Había fuego, agua, aire, metal… Me llevó cientos de páginas pero por fin lo descubrí: esos fenómenos naturales (el viento, la humedad…) y esos elementos químicos (el oxígeno, el azufre…) proporcionaban las palabras. Eran ellas las que daban sabor a los párrafos y a los pasajes que me llevaban por momentos dulces y momentos amargos.
Decidí leerlo de nuevo, pero, ahora, en vez de fijarme en el significado de las palabras, busqué su esencia y su composición.
Distinguí entonces entre palabras finas y palabras gruesas. A un lado puse las finas (delicadas, cultas, bellas…) y a otro, las gruesas (tacos, insultos, groserías…). Extendí la cinta métrica sobre unas y otras, las puse en una balanza, conté sus letras y vi que no había diferencia de volumen entre ellas. No pesa más cabrón (una voz soez) que inefable (una voz con muchos fans entre las personas cultas). Así que lo único que saqué en claro es que para despreciar algo, lo llamamos gordo. Es decir, somos una cultura gordofóbica.
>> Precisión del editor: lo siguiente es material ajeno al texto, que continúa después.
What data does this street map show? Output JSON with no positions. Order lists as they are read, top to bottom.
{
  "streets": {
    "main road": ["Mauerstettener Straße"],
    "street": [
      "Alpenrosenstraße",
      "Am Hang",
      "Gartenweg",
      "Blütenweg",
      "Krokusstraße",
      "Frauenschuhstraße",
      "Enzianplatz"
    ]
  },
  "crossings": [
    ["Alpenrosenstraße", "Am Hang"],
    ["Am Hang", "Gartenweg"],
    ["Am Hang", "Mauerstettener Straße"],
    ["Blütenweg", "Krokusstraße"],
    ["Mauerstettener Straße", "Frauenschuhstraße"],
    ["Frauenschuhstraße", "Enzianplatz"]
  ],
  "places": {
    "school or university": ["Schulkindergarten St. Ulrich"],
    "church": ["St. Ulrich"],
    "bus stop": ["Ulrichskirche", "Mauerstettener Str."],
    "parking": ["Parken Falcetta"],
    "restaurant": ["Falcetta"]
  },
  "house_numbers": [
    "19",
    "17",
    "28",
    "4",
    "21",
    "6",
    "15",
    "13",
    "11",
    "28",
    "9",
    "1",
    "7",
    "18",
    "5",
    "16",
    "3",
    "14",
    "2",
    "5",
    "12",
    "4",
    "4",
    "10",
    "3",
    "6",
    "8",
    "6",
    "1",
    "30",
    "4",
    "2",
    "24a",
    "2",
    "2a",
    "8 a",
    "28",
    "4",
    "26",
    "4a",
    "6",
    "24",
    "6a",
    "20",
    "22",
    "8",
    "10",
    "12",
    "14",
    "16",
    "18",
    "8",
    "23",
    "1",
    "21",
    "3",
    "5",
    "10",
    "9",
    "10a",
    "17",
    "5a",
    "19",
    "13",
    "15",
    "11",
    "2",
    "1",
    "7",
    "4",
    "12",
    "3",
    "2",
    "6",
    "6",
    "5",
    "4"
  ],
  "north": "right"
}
Pensé en otra forma de medirlas y hallé que hay palabras densas, profundas, superficiales… Pero como había sacado la báscula, las fui subiendo una a una, y lo que sí que vi es que algunas pesan poquísimo. Son las palabras huecas y las palabras vacías. Y lo sorprendente es que eran la mayoría. Eran las voces del hablar por hablar que no dicen nada. Las típicas “¿cómo estás?” cuando no te interesa cómo está el otro o el “cuenta conmigo” que luego no mueve un dedo.
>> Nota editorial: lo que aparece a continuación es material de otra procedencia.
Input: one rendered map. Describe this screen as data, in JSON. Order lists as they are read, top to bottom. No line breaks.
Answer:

Quizá por eso, y por su peso, muchas de ellas son las palabras que se lleva el viento. Esas que se dicen y tienen menos sujeción que un globo. Palabras etéreas, palabras volátiles… Aunque bien distintas son las palabras que dan oxígeno (cuando, por ejemplo, sale el cirujano del quirófano y dice que todo ha ido bien).
Pasé después a observar la composición química. Encontré palabras metálicas y palabras de acero: eran voces tan firmes y sólidas, que jamás se las lleva el viento. Los que tienen palabras de acero son gente de palabra. Lo explica en una canción el mexicano Fidel Rueda:
Por ser un hombre sincero
Mis amigos me respetan (...)
Mis palabras son de acero
Así nací en el planeta
A otras, la composición de metal, más que consistencia, les da pesadez. A ver quién aguanta una conversación llena de palabras plomizas.
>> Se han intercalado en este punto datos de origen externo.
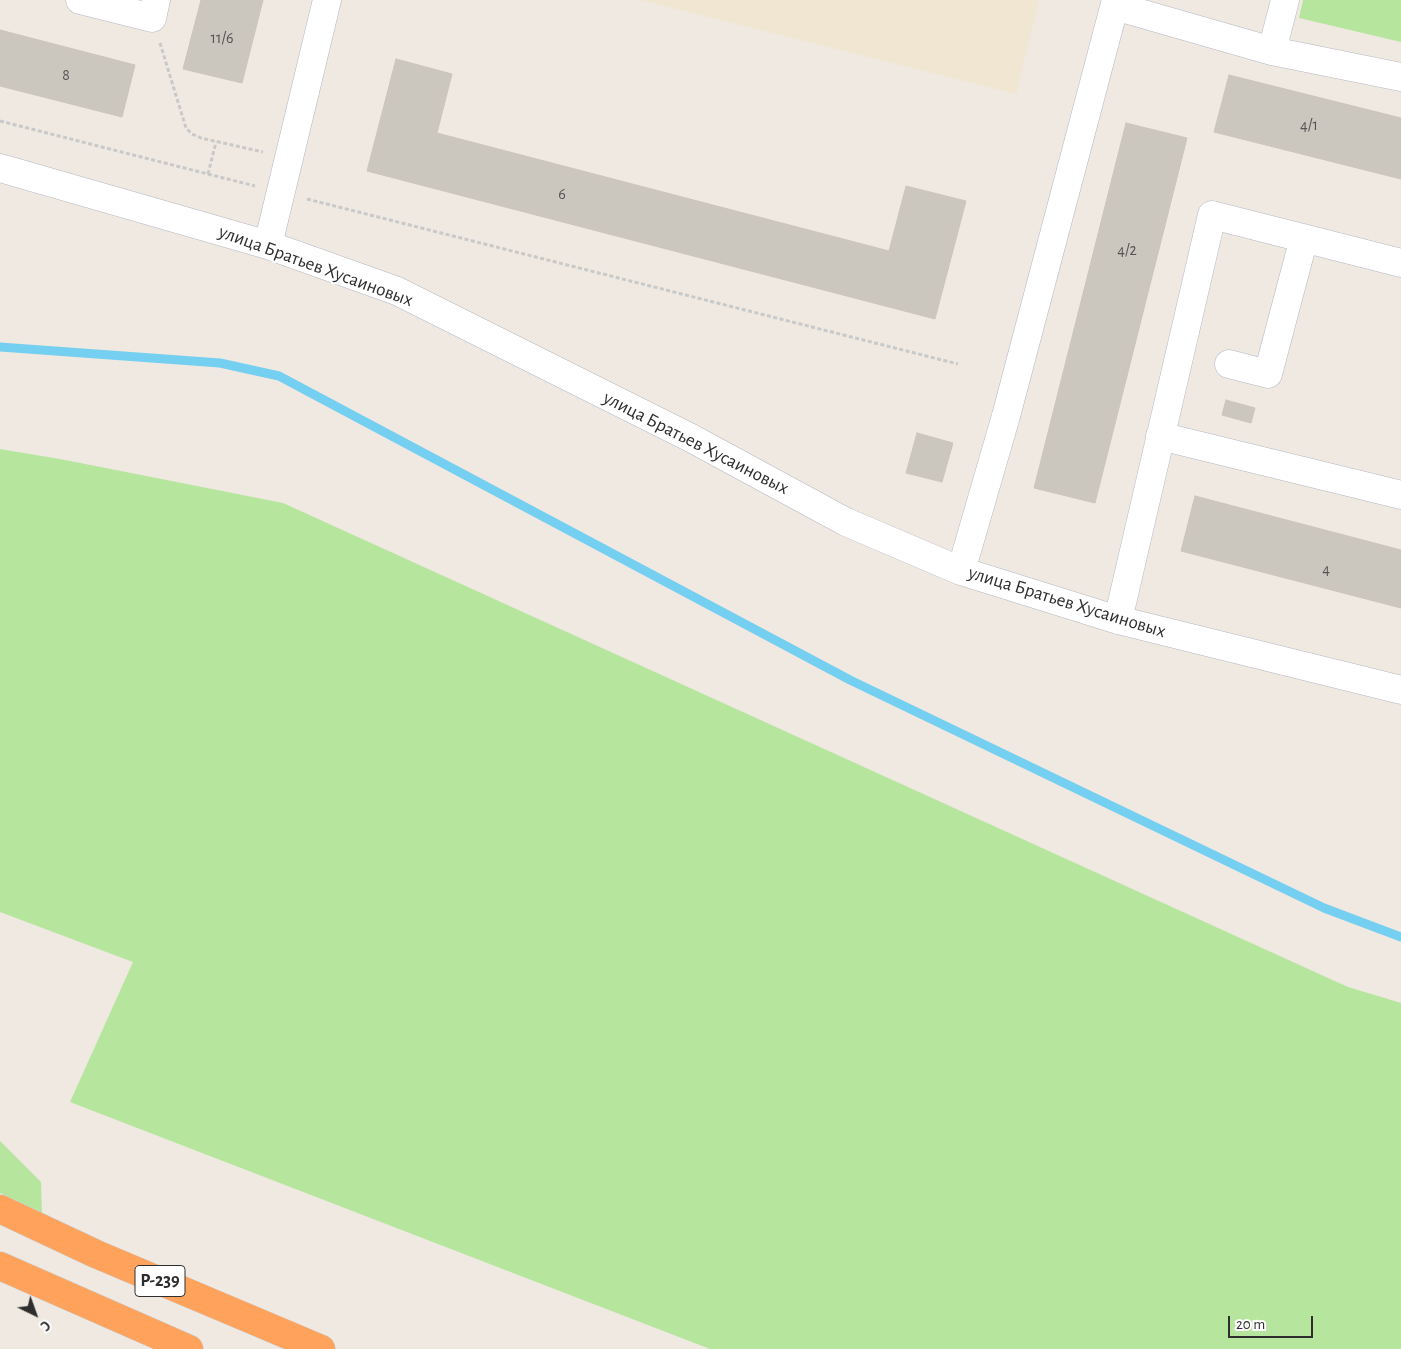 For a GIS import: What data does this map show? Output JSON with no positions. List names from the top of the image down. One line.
{"streets":{"highway":["Р-239"],"street":["улица Братьев Хусаиновых"]},"house_numbers":["11/6","8","4/1","6","4/2","4"],"scale_bar":"20 m","north":"bottom right"}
Aunque el escenario contrario no pinta mejor. Frente a la palabra plomiza está la palabra florida («muy escogida», según la RAE). Pero es que… lo florido es tan rococó que hasta en su definición del diccionario hay pringue ornamental: «dicho del lenguaje o del estilo: amena y profusamente exornado de galas retóricas».
Entre tanta flor sentí el rocío de la mañana. Era tan abundante que alrededor aparecieron palabras empapadas de connotaciones. Algunas, incluso, eran palabras que caían en papel mojado. Y todo hubiese acabado hecho una sopa si no hubieran surgido de pronto las palabras ardientes de unos amantes que se decían obscenidades y las palabras incendiarias de unos manifestantes ultra que casi nos tiran un contenedor a la cabeza.
Los muy malditos gritaban palabras afiladas y palabras cortantes. No dijeron una sola palabra rasa. Más que hablar, parecían escupir. Y luego llegó una persona, que, con calma chicha, soltó palabras venenosas, palabras envenenadas, palabras tóxicas: “A los progres que critican lo que decimos de los menas que les manden uno a casa”.
Eran palabras hirientes para culpabilizar a unas víctimas. No eran palabras estériles, que no dan fruto. Al contrario: alimentan el miedo y el odio. Y el asunto es tan serio porque el racismo, la xenofobia y la aporofobia son palabras mayores (de mucha importancia y grandes implicaciones).
Pero eran palabras tan ácidas y tan amargas que pasé corriendo esas páginas y me fui en busca de palabras… picantes (así llamaban a las palabras que se referían al sexo cuando el sexo era tabú) y palabras dulces. Y así pude cerrar el libro y quedarme con un buen sabor de boca.